The study was part of the “Fight Retinal Blindness! Project”, which was led by clinicians at the University of Sydney, the Royal Free London NHS Foundation Trust, University of Milan, Dijon University Hospital and the University Hospital Zurich, originally established in 2009. The current study included an analysis on treatment-naïve eyes that started DME treatment with either ranibizumab (0.5mg Lucentis, Genentech Inc/Novartis) or aflibercept (2mg Eylea, Bayer) from 1 December 2013 to 1 June 2018 (having at least 12 months of observations after the initial treatment).  A total of 383 treatment-naïve eyes (166 ranibizumab and 217 aflibercept) were identified in the study showing that eyes of patients in the aflibercept group had a lower mean VA (mean difference [MD] -3.1 letters) and a thicker maculae (MD +26μm) than those of ranibizumab at baseline, which was not significantly different.

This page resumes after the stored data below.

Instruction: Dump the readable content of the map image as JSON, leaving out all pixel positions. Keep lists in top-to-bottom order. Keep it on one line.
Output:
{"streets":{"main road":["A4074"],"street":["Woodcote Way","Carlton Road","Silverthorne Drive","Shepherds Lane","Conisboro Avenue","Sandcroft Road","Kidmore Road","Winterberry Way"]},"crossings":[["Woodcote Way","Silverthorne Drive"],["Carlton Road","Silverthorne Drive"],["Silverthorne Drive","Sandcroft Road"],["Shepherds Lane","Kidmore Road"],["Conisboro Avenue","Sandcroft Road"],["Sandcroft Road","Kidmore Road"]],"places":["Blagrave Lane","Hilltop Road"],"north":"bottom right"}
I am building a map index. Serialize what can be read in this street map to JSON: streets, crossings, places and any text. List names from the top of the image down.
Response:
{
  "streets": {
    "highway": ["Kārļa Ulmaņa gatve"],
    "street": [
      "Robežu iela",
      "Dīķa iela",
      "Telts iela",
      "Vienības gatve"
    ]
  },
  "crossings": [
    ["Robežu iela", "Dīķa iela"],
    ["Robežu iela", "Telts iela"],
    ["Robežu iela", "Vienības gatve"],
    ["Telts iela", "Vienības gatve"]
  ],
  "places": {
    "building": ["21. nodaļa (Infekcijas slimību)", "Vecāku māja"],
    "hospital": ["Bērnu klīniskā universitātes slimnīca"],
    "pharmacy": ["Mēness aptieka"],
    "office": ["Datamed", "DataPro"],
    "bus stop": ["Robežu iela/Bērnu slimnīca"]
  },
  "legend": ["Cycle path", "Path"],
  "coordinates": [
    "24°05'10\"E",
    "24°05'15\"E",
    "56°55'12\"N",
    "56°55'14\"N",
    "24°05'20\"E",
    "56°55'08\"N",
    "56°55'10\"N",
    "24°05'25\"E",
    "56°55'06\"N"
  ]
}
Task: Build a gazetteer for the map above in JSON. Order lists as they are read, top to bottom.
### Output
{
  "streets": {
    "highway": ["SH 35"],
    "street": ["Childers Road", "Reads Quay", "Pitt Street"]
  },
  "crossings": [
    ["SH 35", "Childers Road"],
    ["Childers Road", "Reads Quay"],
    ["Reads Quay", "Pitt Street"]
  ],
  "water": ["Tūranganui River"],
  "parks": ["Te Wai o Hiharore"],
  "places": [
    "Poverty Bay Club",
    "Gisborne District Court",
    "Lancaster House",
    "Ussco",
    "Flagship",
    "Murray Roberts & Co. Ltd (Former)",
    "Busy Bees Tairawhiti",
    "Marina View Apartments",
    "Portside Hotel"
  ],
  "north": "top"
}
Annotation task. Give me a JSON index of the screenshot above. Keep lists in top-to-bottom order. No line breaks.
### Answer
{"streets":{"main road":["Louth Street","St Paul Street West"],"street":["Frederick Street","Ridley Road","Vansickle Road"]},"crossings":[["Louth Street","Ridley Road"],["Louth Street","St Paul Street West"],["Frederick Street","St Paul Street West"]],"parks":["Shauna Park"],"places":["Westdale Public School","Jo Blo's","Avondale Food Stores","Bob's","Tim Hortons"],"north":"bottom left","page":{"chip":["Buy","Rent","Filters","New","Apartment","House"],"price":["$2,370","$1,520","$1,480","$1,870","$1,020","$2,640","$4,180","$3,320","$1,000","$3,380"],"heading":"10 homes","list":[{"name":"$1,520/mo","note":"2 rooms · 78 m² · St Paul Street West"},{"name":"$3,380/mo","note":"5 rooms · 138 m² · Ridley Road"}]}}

The researchers reported that patients on ranibizumab were older (MD +2.7 years) and summarised the results showing that the adjusted mean difference in VA change and central subfield thickness (CST) reduction were +1 letter (1.4 for aflibercept versus 0.4 for ranibizumab, p = 0.4) and -30 microns (-85 versus -55, p<0.01) in eyes with initial VA ≥ 20/40 and +3 letters (10.6 versus 7.6, p<0.01) and -46 microns (-148 versus -102, p<0.02) in those presenting with VA ≤ 20/50.  In addition, eyes in the aflibercept group received more injections over 12 months, median of 8, compared to a median of 6 in the ranibizumab group, which this difference was not reported significant (p = 0.13).

 

In the summary of the study, researchers found that eyes in the aflibercept group had larger vision gains than those in the ranibizumab group at 12 months from the start of treatment, although baseline characteristics were not ideally matched.